━━━ DATA SHOWN

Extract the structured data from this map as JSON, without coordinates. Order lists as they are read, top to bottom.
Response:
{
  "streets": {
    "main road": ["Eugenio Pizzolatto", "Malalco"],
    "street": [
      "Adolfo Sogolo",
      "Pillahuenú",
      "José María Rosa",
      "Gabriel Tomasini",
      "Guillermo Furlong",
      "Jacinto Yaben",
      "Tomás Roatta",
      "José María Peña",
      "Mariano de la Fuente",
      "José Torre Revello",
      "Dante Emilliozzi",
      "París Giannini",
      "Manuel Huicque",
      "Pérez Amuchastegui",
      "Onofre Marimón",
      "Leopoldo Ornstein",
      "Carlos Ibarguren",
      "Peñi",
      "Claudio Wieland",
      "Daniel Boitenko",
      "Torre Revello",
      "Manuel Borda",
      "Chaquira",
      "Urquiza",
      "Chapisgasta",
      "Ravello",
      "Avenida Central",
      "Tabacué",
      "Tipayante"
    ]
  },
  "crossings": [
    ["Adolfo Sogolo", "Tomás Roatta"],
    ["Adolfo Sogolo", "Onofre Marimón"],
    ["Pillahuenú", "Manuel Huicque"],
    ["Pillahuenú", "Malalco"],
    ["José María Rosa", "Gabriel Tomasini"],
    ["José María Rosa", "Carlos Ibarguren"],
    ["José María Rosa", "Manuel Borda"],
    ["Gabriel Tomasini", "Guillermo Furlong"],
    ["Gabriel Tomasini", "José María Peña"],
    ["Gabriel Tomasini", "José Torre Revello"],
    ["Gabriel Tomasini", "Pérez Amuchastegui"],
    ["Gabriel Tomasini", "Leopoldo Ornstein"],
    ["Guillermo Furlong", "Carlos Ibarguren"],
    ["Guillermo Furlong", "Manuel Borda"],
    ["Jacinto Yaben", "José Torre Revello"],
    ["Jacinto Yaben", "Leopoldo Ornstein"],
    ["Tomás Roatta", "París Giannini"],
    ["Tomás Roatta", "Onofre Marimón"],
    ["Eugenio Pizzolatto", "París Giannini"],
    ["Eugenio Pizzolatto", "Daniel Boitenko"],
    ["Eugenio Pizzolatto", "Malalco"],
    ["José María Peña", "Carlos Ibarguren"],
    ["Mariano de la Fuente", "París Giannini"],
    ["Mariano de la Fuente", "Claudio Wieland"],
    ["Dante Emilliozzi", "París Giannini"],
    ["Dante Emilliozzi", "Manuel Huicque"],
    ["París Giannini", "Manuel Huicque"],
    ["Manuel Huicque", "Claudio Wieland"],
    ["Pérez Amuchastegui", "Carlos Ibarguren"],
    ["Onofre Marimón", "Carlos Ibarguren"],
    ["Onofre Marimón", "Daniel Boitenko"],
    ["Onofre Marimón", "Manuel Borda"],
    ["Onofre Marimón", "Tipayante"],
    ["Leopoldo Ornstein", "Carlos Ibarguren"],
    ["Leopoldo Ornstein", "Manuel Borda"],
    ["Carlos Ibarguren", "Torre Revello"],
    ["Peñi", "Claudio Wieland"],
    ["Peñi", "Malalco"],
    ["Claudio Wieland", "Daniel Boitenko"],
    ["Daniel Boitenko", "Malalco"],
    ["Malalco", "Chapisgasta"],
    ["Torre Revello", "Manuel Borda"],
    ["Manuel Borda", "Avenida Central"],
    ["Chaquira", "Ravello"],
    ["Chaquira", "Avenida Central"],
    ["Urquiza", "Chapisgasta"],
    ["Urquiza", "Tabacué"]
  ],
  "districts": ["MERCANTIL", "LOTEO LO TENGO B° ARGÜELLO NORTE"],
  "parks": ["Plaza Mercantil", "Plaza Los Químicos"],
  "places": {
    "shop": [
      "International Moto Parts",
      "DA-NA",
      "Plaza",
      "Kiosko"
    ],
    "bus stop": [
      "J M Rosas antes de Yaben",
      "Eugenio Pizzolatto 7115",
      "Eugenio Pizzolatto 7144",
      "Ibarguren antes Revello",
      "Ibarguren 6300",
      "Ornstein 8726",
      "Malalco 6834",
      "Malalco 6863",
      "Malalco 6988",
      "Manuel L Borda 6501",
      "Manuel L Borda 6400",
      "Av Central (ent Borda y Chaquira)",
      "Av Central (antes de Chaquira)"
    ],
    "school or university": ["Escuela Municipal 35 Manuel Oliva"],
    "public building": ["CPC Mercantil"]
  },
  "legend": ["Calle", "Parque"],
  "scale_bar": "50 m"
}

━━━━━━

| TASK TO COMPLETE |
Return, from the material above, every line with the word "Marimón".

| TASK SOLUTION |
      "Onofre Marimón",
    ["Adolfo Sogolo", "Onofre Marimón"],
    ["Tomás Roatta", "Onofre Marimón"],
    ["Onofre Marimón", "Carlos Ibarguren"],
    ["Onofre Marimón", "Daniel Boitenko"],
    ["Onofre Marimón", "Manuel Borda"],
    ["Onofre Marimón", "Tipayante"],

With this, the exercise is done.